▶ _The problem_
Write every entry out again with no changes, and leave the images behind.
Start of Block
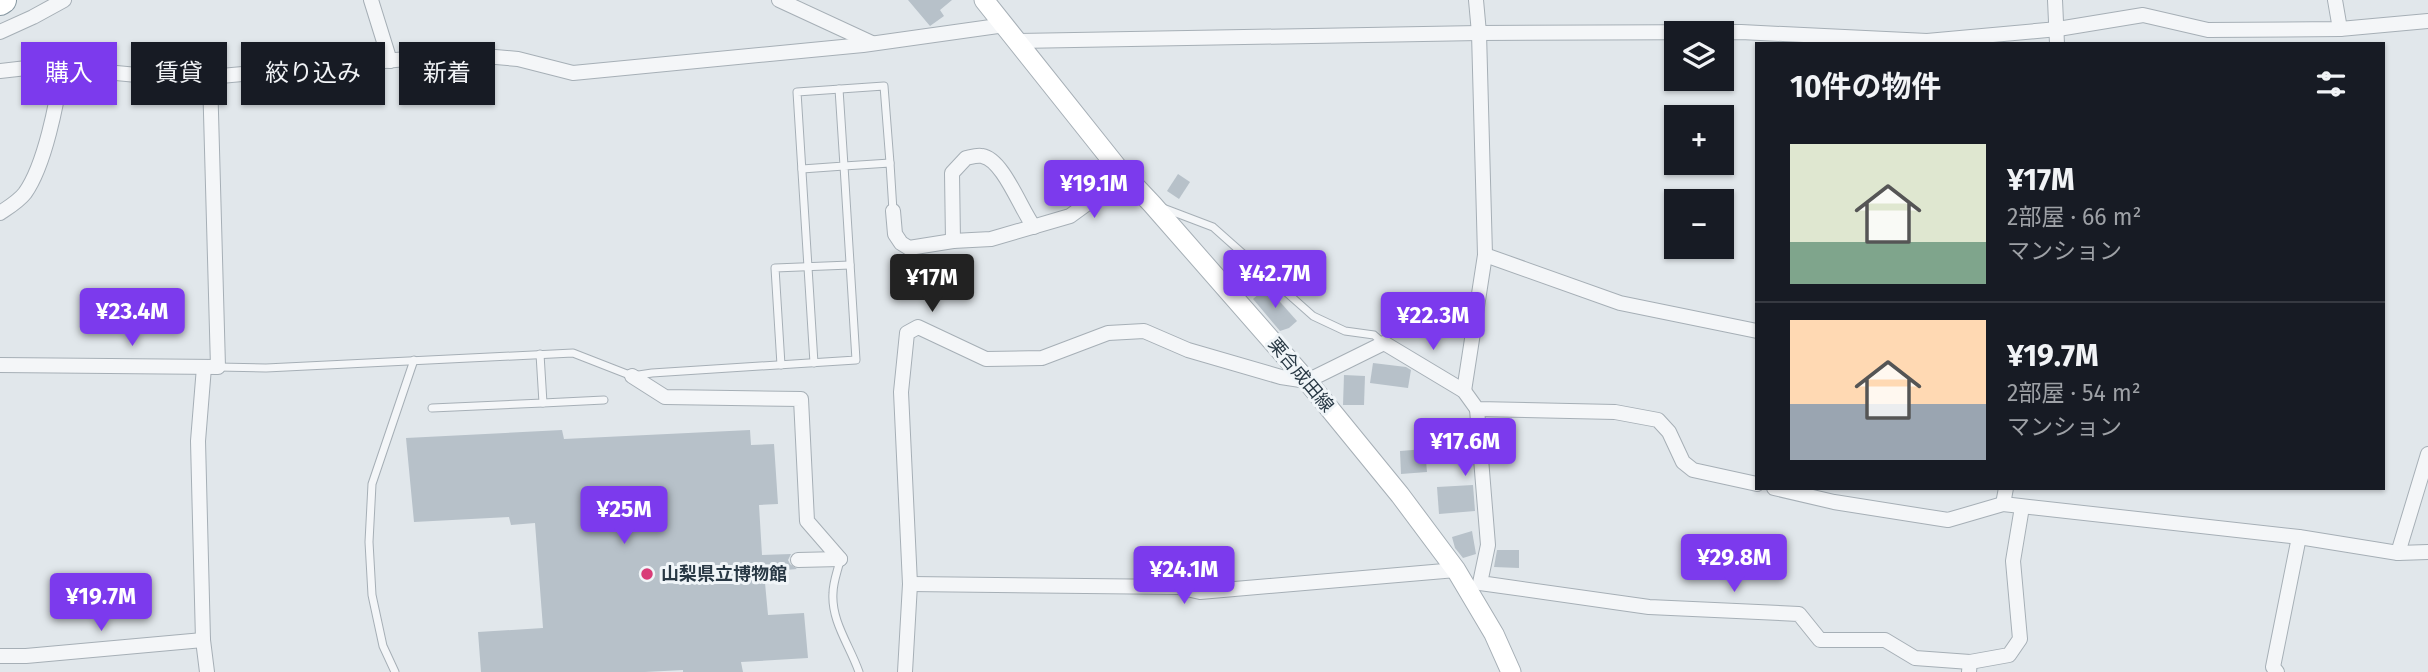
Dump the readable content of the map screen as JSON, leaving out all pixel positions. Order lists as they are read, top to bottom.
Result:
{
  "streets": {
    "main road": ["栗合成田線"]
  },
  "places": ["山梨県立博物館"],
  "page": {
    "map_buttons": ["+", "−"],
    "chip": [
      "購入",
      "賃貸",
      "絞り込み",
      "新着"
    ],
    "heading": "10件の物件",
    "list": [
      {
        "name": "¥17M",
        "note": "2部屋 · 66 m² · マンション"
      },
      {
        "name": "¥19.7M",
        "note": "2部屋 · 54 m² · マンション"
      }
    ],
    "price": [
      "¥19.1M",
      "¥42.7M",
      "¥17M",
      "¥23.4M",
      "¥22.3M",
      "¥17.6M",
      "¥25M",
      "¥29.8M",
      "¥24.1M",
      "¥19.7M"
    ]
  }
}
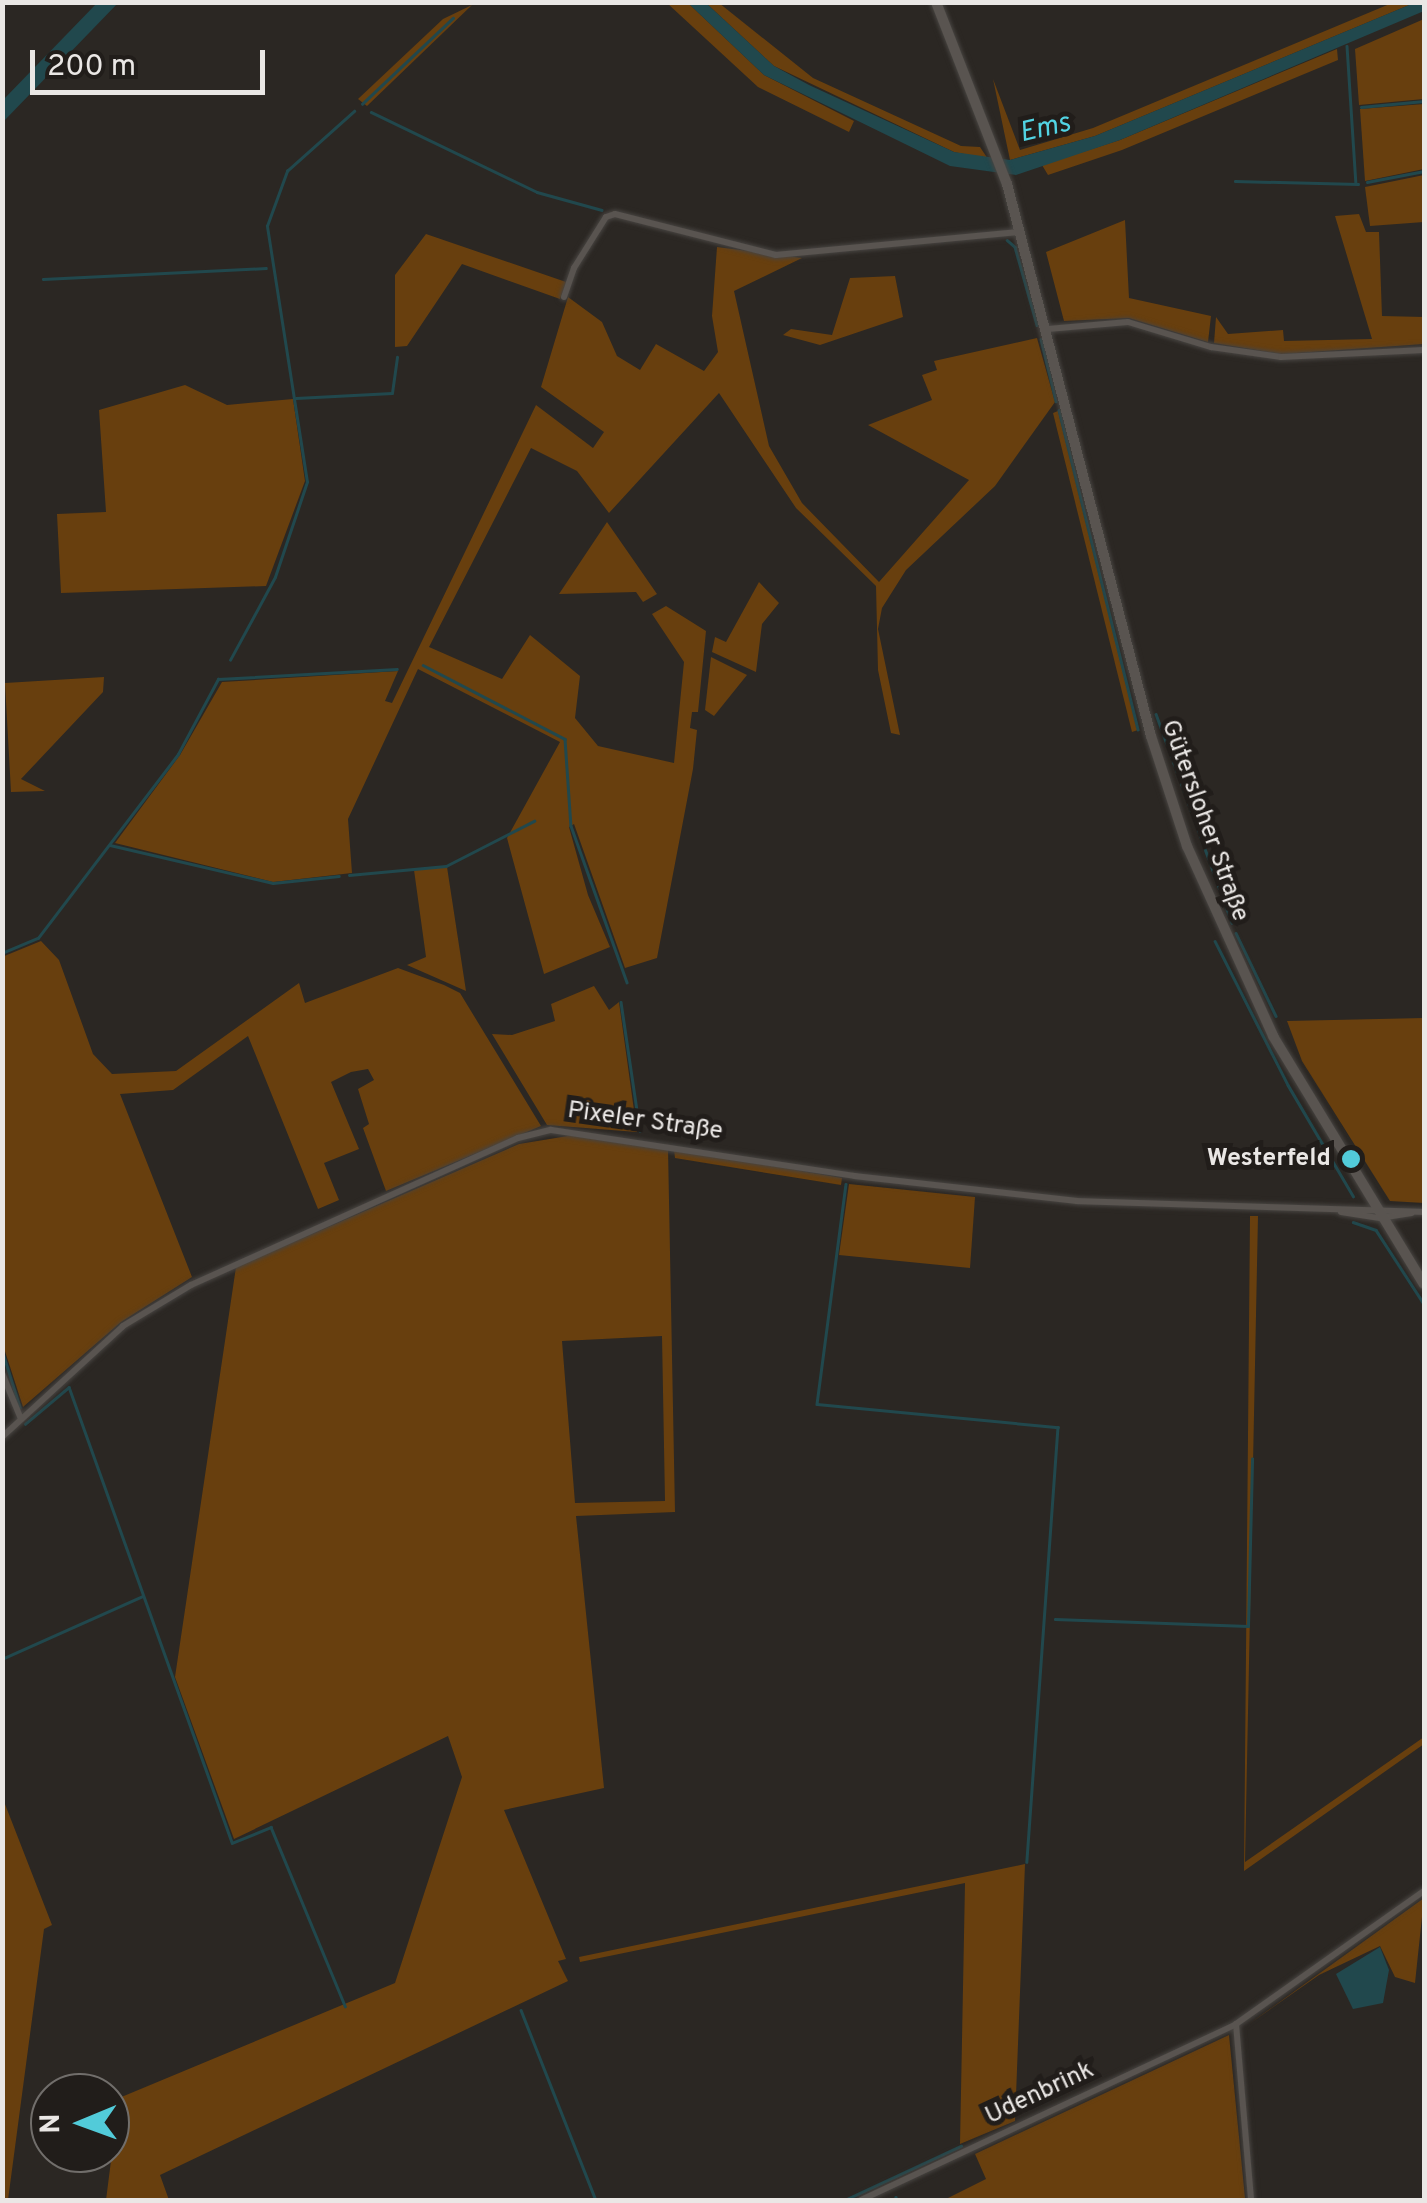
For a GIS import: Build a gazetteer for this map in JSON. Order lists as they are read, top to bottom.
End of Block
▶ _Your solution_
Dump the readable content of the map screen as JSON, leaving out all pixel positions. Order lists as they are read, top to bottom.
Result:
{
  "streets": {
    "main road": ["栗合成田線"]
  },
  "places": ["山梨県立博物館"],
  "page": {
    "map_buttons": ["+", "−"],
    "chip": [
      "購入",
      "賃貸",
      "絞り込み",
      "新着"
    ],
    "heading": "10件の物件",
    "list": [
      {
        "name": "¥17M",
        "note": "2部屋 · 66 m² · マンション"
      },
      {
        "name": "¥19.7M",
        "note": "2部屋 · 54 m² · マンション"
      }
    ],
    "price": [
      "¥19.1M",
      "¥42.7M",
      "¥17M",
      "¥23.4M",
      "¥22.3M",
      "¥17.6M",
      "¥25M",
      "¥29.8M",
      "¥24.1M",
      "¥19.7M"
    ]
  }
}
For a GIS import: Build a gazetteer for this map in JSON. Order lists as they are read, top to bottom.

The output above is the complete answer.